Darcs is based on a sound patch theory, which allows the rather exotic
ability to apply patches in any order, and remove them in any order.
In practice this is not always useful, as programming does tend to
create serial dependencies, but sometimes it is very useful.  Darcs is
written in Haskell and is applying a "purely functional" notion to
source control.

Darcs is a distributed system,and this is recommended for working with
other open source developers.  There is no client-server relationship
per se; rather, every repository is a fully working repository, and
sharings could best be described as peer-to-peer.

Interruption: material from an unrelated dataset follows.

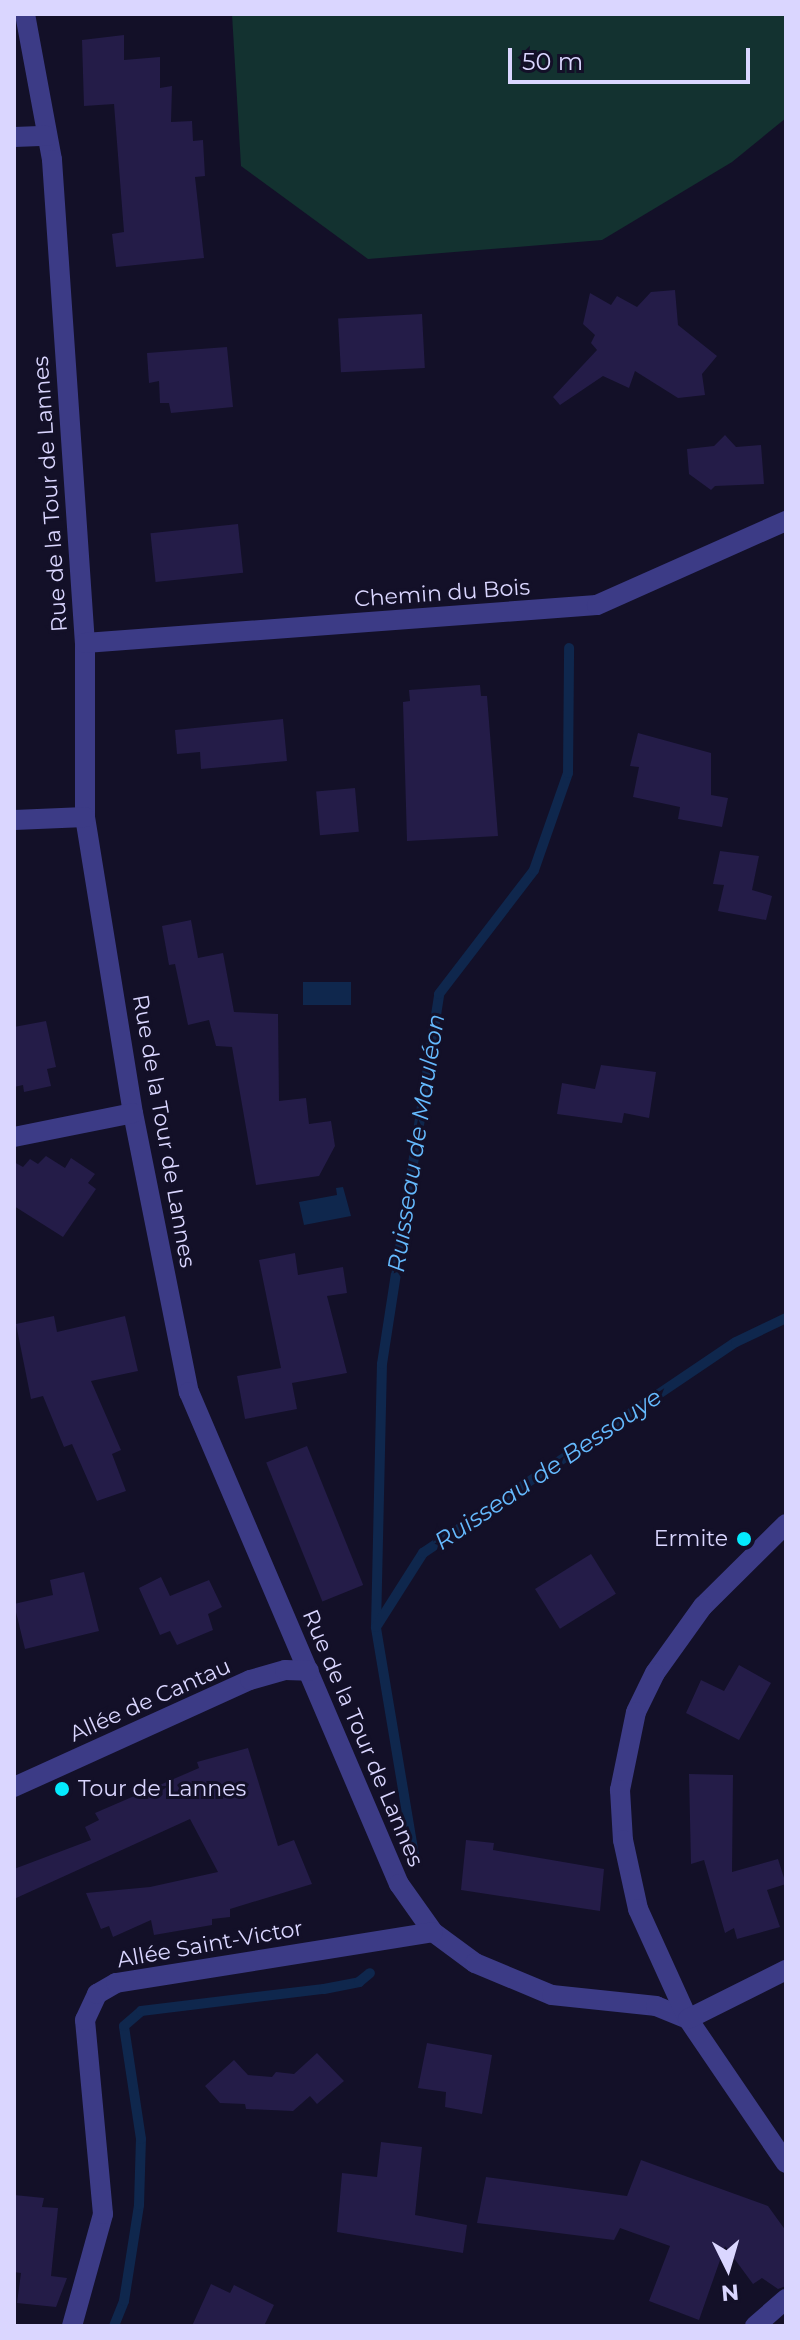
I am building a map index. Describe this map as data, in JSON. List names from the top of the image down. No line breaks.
{"streets":{"street":["Rue de la Tour de Lannes","Chemin du Bois","Allée de Cantau","Allée Saint-Victor"]},"crossings":[["Rue de la Tour de Lannes","Chemin du Bois"],["Rue de la Tour de Lannes","Allée de Cantau"],["Rue de la Tour de Lannes","Allée Saint-Victor"]],"water":["Ruisseau de Mauléon","Ruisseau de Bessouye"],"places":["Ermite","Tour de Lannes"],"scale_bar":"50 m","north":"bottom"}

More information at http://www.darcs.org


Cheers,
Brandon Van Every
From: Kaz Kylheku
Subject: Re: Managing lots of small lisp projects
Date: 
Message-ID: <1153024602.241658.193370@m79g2000cwm.googlegroups.com>
Mallor wrote:
> Darcs is based on a sound patch theory, which allows the rather exotic
> ability to apply patches in any order, and remove them in any order.

You can do this in CVS.
From: Mallor
Subject: Re: Managing lots of small lisp projects
Date: 
Message-ID: <1153029972.172048.22470@m73g2000cwd.googlegroups.com>
Kaz Kylheku wrote:
> Mallor wrote:
> > Darcs is based on a sound patch theory, which allows the rather exotic
> > ability to apply patches in any order, and remove them in any order.
>
> You can do this in CVS.

I may not be giving the Darcs sales pitch correctly, and patch
reordering isn't high on my personal list of needs anyways.  I'll leave
it to others to peruse the various Darcs vs. Whatever resources on the
net.


Cheers,
Brandon Van Every
From: Giorgos Keramidas
Subject: Re: Managing lots of small lisp projects
Date: 
Message-ID: <864pwg5mnp.fsf@gothmog.pc>
On 15 Jul 2006 21:36:42 -0700, "Kaz Kylheku" <········@gmail.com> wrote:
> Mallor wrote:
>> Darcs is based on a sound patch theory, which allows the rather exotic
>> ability to apply patches in any order, and remove them in any order.
>
> You can do this in CVS.

Not really.

You can play-around a bit with diff(1) and patch(1) but:

    - You lose the history of the 'remote' repository

    - When conflicts start manifesting, your problems get much
      much much worse
From: Michael J. Forster
Subject: Re: Managing lots of small lisp projects
Date: 
Message-ID: <2006071409342075249-mike@sharedlogicca>
On 2006-07-13 05:02:16 -0500, John Connors <·····@yagc.ndo.co.uk> said:

> 
> I have lots of small lisp projects that I hack on incrementally: I'm not
> really in control of my hacking time allocation - family members tend to
>  override it pretty much at random. I find planning and sticking to a
> project quite difficult in these circumstances: one week I have plenty
> of time and get a sizeable chunk of work done, but for the next two
> weeks I get almost no time, and forget most of the details of the code
> and the general direction I was taking the project in..
> 
> These problems can't be uncommon and I wondered if the panel has any
> time/project management tips that would help? Yes, I know it's a bit OT,
> as it's not specifically a Lisp problem, but Lisp seems to be more
> amenable to this incremental development style than anything else, so I
> thought I'd get better feedback here.

No, these problems aren't uncommon.  The term 'continuous
partial attention' attests to that.  Unfortunately -- but not surprisingly
-- being productive in a creative endeavor demands nothing less
than total concentration, and often that means turning away other
demands [1, 2].

In my experience as a software developer who works out of his
home, I simply have to set some boundaries for family, friends,
and myself.  Of course, saying, "I just need four hours, and then
I'll take the kids to the park," is not always conducive to creative
work either.  I rarely find inspiration amenable to scheduling.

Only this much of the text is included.